Every Monday morning we fire five questions at a C-suite technology industry interviewee. Today we’re pleased to be joined by Cudo Ventures CEO Matt Hawkins.
Matt: What’s the Biggest Challenge for your Clients?
The biggest challenge for our users is that computer hardware is a wasted asset, worse still an overhead if it’s online and maintained in a data centre. There isn’t an easy way to monetise their computing hardware.
If you’re a crypto currency miner sitting at home in Carolina or Malaysia, the chances are you are just mining for fun – the crypto winter has reduced the profitability of mining to a point where only people who have done their research thoroughly are turning a profit. Despite recent improvements in the crypto market, you’ll still need optimised hardware and good knowledge of the market to make any returns.
For mining farms – often based in locations like China, Canada or Iceland with thousands of GPUs at their disposal – the profitability of mining Ethereum is more dependent their ability to negotiate a better cost per kWh on their energy tariff, rather than predicting the market.
All computing hardware has the capacity for better monetisation and return on investment. Our software, Cudo Miner, helps both amateur and professional mining operations to target their resources at the most profitable crypto asset (coin) for their hardware at any given time. The crypto markets are notoriously volatile, so we help them to optimise their hardware for each mining algorithm and automatically switch that optimised capability to whatever crypto asset makes the best return. This is particularly useful for reacting to the launch of new coins, such as Grin or Ravencoin, as well as hard forks and halving events (when the block reward is changed by the algorithm).
Outside of the crypto markets, cloud and service providers provision hardware to cope with peaks and troughs. 50% of the time, this hardware is not utilised and incurs data centre costs. Our new platform, to be launched next month, provides a marketplace where businesses can sell computing services that utilise these assets optimally and deliver results for end customers – for example, rendering film special effects or training a Tensorflow machine learning model, for a fraction of the cost of using cloud compute power.
Technology that Excites you Most?
Distributed computing – hands down. Despite the huge disruption that cloud computing has brought about, its infrastructure is conventional. A large retailer benefits from economies of scale to negotiate better deals with its providers, bigger logistics warehouses with lower costs, and more automation. I previously owned a hosting business and I would question if the cloud is all that different.
To offer scale and elasticity, data centres have to build overprovision for physical servers – CPU, GPU, memory, storage – so they can be made available on-demand in every region. That leads to huge amounts of IT waste – even with today’s energy management capabilities, there are idle servers occupying physical space that has to be maintained, cooled, and secured.
There is so much spare computing capacity that could be used, but unfortunately, it’s just not being tapped into. I believe that all computing should be more ethical, and we should be doing everything we can to reduce the impact of computing and technology on the environment.

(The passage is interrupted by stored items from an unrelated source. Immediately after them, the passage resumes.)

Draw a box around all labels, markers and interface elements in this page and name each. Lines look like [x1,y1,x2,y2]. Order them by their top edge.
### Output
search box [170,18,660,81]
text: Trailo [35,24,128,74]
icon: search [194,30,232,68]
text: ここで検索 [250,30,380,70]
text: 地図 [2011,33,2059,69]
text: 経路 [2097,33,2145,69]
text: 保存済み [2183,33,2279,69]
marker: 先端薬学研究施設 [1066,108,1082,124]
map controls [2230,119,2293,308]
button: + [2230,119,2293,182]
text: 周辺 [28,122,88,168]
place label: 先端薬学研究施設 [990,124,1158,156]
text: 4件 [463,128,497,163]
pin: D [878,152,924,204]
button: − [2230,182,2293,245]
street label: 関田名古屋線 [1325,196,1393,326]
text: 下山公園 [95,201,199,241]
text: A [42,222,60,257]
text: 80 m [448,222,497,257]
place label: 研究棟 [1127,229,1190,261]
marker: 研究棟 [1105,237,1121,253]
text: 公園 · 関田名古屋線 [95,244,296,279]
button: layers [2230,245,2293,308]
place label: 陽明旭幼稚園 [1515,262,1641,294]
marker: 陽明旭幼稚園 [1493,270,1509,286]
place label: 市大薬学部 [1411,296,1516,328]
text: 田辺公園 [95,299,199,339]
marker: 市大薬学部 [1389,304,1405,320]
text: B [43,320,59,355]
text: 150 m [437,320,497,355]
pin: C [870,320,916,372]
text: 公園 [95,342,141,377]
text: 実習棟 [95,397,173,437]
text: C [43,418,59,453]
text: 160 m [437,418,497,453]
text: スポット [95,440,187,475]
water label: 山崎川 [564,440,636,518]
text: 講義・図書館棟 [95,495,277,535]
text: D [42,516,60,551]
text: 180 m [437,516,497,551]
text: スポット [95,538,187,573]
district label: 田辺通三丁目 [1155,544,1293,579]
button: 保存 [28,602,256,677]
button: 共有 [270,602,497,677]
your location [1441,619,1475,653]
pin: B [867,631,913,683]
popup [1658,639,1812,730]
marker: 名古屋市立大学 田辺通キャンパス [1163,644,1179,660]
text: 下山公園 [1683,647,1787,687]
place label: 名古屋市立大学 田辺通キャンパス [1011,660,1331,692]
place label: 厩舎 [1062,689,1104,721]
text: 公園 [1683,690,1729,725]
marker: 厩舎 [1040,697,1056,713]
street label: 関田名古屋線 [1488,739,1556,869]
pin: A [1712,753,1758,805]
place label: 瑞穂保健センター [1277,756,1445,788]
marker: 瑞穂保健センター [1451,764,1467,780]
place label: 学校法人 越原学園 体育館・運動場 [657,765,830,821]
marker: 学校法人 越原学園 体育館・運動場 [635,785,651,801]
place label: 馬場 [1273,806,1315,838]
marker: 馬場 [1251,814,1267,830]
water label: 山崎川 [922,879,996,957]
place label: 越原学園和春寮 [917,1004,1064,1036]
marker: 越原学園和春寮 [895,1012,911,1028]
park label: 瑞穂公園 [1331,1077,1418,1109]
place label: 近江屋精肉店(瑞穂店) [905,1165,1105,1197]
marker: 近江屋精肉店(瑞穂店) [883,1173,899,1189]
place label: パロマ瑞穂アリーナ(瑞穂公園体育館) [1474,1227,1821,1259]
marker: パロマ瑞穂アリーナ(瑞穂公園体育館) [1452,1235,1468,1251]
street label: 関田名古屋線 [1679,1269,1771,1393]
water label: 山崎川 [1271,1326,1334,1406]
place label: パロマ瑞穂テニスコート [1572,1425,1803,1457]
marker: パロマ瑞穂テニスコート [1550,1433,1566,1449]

Distributed computing could revolutionise the way that businesses access compute power, not only making it more affordable for them, but also helping them to become more sustainable and improve their carbon footprint. Rather than having large data centres that need to use energy to cool down servers before they get too hot, decentralised computing would use the spare compute power of everyone on the network.
Blockchain has shown the world how distributed computing can enable businesses to access global computing resources. I want to see businesses take the latent computing resource available in data centres, offices and homes throughout the world, and use it to provide the scalability and elasticity of cloud to process diverse workloads, such as AI and machine learning, video rendering, and data analytics.
My greatest success has to be starting up a data centre and cloud company, C4L, and turning it into a profitable business, which was acquired in 2016. The business was a success – we were running for 16 years and we had over 800 customers at the time of sale, while we were turning over £14 million yearly. We were a small player in the market, but we started before anyone had heard of Amazon Web Services and the business grew to the point where 1 per cent of the entire UK’s internet backbone was powered by our data centres.
The entrepreneur in me loves a new challenge though, and that’s why I moved on from C4L to start Cudo Ventures. I saw an opportunity to build on the business models of Uber or Airbnb to help businesses make better use of their computing resources and to make IT more sustainable. I hope my previous knowledge and expertise will help make Cudo as much of a success as C4L was.
Trying to run multiple companies at once. I had a successful data centre and cloud business, so I thought why not build a VoIP business, and why not build a gigabit broadband business. However, they just became a distraction from my main successful business and, in the end, I ended up closing them down. The biggest thing I learnt from this is that it’s important to focus on one thing and make that one thing great, rather than doing lots of things that are just average.
In Another Life, I’d be…
A bird, like an African Grey, because I think it would be amazing to be able to just fly around.